――民主党に衆・参両院過半数のチャンスを――
大学生の就職のあり方について議論している日本学術会議の「大学と職業との接続検討分科会」が新卒でなければ正社員になりにくい現状を問題視して、「卒業後、最低3年間は(企業の)門戸が開かれるべきだ」とする報告書案を纏め、文部科学省に提出すると、「asahi.com」記事――《卒業後3年は新卒扱いに 大学生の就職、学術会議提案》(2010年3月29日5時33分)が書いている。
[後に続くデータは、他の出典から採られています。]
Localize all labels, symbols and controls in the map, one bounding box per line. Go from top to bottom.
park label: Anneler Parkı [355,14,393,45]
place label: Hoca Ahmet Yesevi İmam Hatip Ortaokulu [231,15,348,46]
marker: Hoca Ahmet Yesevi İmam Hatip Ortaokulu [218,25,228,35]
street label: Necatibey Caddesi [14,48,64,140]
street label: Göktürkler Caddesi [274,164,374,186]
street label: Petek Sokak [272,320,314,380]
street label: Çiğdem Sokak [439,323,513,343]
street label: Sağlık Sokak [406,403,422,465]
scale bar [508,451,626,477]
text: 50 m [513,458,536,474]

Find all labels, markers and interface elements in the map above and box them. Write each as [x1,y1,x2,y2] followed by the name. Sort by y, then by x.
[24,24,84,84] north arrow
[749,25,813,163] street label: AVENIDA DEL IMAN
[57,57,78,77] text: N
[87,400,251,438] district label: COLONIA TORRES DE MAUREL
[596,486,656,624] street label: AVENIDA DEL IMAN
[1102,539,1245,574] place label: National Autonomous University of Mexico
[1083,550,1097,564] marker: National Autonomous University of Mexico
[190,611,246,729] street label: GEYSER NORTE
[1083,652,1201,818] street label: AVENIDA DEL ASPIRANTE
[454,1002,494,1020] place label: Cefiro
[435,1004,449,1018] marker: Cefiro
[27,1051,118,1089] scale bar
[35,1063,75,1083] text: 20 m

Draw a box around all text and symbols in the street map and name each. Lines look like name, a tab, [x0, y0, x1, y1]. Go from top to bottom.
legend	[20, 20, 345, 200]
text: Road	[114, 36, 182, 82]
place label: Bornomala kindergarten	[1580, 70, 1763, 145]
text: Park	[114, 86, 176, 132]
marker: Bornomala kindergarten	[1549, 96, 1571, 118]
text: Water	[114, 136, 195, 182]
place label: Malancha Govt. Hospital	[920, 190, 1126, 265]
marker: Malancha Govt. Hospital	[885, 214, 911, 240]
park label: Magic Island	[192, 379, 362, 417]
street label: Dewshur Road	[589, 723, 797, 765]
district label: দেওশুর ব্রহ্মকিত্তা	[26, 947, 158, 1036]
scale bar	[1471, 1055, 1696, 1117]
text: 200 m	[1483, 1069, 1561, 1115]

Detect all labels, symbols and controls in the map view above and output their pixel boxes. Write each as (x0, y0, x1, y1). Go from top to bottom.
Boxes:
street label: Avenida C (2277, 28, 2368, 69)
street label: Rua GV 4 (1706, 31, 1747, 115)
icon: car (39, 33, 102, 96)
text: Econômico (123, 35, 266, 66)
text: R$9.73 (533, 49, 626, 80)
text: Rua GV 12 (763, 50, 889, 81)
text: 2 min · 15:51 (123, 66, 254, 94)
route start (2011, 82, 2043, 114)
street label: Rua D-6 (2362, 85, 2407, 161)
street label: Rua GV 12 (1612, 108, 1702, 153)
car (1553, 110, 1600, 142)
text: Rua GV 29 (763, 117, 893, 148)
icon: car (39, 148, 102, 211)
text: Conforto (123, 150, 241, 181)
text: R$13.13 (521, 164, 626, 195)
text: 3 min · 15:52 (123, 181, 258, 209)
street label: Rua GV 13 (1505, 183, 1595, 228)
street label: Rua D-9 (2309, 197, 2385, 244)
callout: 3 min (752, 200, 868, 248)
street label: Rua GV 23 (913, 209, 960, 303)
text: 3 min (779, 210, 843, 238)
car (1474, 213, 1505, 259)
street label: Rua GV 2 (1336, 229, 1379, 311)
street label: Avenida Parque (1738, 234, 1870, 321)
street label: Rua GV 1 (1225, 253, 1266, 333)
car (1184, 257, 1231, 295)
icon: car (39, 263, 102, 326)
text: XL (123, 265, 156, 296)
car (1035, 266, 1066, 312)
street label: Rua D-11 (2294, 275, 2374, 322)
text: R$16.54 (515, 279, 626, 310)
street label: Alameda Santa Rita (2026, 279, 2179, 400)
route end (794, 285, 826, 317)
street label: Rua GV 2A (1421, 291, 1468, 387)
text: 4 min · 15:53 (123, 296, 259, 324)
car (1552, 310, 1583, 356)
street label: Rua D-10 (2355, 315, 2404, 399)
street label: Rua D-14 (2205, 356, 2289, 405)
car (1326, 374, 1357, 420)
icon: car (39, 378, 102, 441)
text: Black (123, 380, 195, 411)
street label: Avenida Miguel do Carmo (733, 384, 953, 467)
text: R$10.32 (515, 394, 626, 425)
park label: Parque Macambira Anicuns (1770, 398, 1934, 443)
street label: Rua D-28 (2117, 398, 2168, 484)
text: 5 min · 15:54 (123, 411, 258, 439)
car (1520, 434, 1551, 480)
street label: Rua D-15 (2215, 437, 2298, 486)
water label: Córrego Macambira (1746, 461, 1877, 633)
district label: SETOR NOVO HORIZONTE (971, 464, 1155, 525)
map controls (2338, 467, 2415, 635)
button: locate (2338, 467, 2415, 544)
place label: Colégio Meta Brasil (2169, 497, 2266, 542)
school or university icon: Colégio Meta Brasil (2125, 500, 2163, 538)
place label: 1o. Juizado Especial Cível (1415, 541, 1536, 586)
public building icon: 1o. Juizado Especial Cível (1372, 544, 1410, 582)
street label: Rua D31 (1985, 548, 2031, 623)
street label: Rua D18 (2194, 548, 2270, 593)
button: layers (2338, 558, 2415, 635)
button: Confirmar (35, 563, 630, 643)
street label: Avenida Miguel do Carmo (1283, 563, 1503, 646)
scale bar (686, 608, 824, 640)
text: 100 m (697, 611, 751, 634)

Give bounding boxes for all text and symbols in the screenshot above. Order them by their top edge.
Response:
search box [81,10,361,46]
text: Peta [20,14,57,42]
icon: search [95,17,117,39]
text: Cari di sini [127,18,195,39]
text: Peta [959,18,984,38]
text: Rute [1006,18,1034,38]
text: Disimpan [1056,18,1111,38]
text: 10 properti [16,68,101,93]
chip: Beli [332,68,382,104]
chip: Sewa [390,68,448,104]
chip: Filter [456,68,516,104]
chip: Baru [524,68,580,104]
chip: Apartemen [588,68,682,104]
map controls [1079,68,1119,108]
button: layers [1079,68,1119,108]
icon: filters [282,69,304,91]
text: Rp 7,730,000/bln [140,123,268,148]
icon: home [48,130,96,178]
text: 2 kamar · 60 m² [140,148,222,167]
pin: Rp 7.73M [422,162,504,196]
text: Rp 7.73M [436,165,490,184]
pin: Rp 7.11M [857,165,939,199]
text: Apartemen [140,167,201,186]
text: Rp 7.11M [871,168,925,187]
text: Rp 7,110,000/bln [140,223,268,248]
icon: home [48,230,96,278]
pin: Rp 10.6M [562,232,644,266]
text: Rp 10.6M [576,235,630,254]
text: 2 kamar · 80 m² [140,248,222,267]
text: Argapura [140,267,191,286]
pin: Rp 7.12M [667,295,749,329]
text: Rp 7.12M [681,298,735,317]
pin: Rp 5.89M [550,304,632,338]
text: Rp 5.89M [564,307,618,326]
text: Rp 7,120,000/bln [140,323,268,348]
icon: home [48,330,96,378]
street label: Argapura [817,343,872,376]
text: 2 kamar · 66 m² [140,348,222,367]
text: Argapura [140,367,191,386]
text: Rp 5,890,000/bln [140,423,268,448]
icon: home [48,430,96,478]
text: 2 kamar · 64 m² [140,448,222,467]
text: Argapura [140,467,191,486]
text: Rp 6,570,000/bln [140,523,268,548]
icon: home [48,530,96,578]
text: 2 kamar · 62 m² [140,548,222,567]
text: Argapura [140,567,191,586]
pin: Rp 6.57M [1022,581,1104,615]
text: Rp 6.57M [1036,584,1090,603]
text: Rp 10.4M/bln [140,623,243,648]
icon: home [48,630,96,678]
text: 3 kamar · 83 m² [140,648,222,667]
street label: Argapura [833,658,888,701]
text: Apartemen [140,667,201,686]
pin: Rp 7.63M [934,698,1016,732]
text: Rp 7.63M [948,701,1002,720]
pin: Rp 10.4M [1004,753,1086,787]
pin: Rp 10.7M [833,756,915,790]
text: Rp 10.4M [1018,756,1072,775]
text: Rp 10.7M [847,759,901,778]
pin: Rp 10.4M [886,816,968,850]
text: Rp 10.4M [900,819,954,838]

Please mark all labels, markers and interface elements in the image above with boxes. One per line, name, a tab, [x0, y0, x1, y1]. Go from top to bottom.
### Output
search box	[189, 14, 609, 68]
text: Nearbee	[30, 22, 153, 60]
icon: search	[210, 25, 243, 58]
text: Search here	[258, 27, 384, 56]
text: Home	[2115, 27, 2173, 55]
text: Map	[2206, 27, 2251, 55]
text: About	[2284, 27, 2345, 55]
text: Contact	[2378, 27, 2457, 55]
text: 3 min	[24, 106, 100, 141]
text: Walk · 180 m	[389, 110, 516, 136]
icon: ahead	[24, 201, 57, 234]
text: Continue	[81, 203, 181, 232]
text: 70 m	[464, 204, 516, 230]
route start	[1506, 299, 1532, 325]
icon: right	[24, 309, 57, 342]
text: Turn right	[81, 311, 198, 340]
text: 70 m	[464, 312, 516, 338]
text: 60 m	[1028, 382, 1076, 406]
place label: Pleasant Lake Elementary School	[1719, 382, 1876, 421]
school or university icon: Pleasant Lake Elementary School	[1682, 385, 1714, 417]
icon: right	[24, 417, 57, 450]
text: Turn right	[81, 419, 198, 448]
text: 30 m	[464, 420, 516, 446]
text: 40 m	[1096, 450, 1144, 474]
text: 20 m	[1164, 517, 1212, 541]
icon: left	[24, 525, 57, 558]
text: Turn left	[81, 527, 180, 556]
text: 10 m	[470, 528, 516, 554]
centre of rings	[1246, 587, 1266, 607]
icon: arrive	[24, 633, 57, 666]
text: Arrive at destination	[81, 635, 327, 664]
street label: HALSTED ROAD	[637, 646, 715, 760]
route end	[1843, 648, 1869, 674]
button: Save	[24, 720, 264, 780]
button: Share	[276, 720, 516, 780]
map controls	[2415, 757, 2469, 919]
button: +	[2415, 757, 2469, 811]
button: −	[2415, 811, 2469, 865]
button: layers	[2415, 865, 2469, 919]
結婚したら、3年間は新婚扱いにしようと取り決めるようなものかもしれない。だが、そう取り決めたとしても、以前は新婚旅行から帰国と同時に別れる夫婦を譬えた成田離婚などといった言葉も流行ったし、それ程最悪ではなくても、新婚賞味期間の3年を経たずに離婚するカップルもいるだろうし、逆に結婚後10年を経過しても新婚状態を保つ夫婦が稀には存在するだろうから、新婚状態を維持できるか否かは当事者それぞれの意識の問題だが、就職の場合、新卒で就職の機会を逃した大学生がその後も新卒賞味期間を維持していたとしても、企業側が新卒年のみしか賞味期限を認めない就職制度を自らの意識とし、そのような意識を少なくとも戦後日本の就職制度に於ける歴史と伝統と文化としていたということなら、大学生側には太刀打ちできない双方の意識の断絶ということになる。
記事は次のように解説している。
〈日本の企業は、大企業を中心に、新卒者を採用する傾向が強い。中途採用はあるものの枠は狭く、希望の企業に採用されなかった学生が「新卒」の肩書を持つために、留年するケースもある。 〉――
だからこそ、このような現状を改めるべく検討された「卒業後3年は新卒扱い」という意識面での新たな制度の設定ということなのだろうが、企業が新卒者にほぼ限定して採用に値する価値を置くのは新卒・既卒に関係なく個々の人柄や能力に価値や権威を置くべきを、このことから較べたら形式に過ぎない新卒にある種の権威を与えて、上の存在と価値づけているからだろう。その逆として、新卒で就職できず、次の就職シーズンに再度のチャンスを求める既卒者に権威を置かず、新卒者の下の存在と価値づけていることから生じている採用傾向に他あるまい。
日本の社会は家柄や血筋、職業、卒業した大学の有名・無名を上下の価値で権威づけているように、就職時の卒業時点に関してまで、新卒を既卒に対して上の価値で権威づける権威主義に支配されているということである。
かなり前だが、一頃、家や大学の寮から通う女子大生は世間ずれしていない、アパートやマンションを住まいとしている女子大生は親に内緒で男をいつでも連れ込むことができる、外泊も自由で世間ずれしているからと、企業が住まいを採用時の条件としたといったことがあったと聞いたが、人間の価値はそういったことで決まるわけではないはずだし、試験の成績で決めれば済むことだが、採用し、使用する企業側が世間ずれしている女子大卒は扱いにくい、世間ずれしていない女子大卒は扱いやすい、素直に言うことを聞くに違いないといった意識があったからではないだろうか。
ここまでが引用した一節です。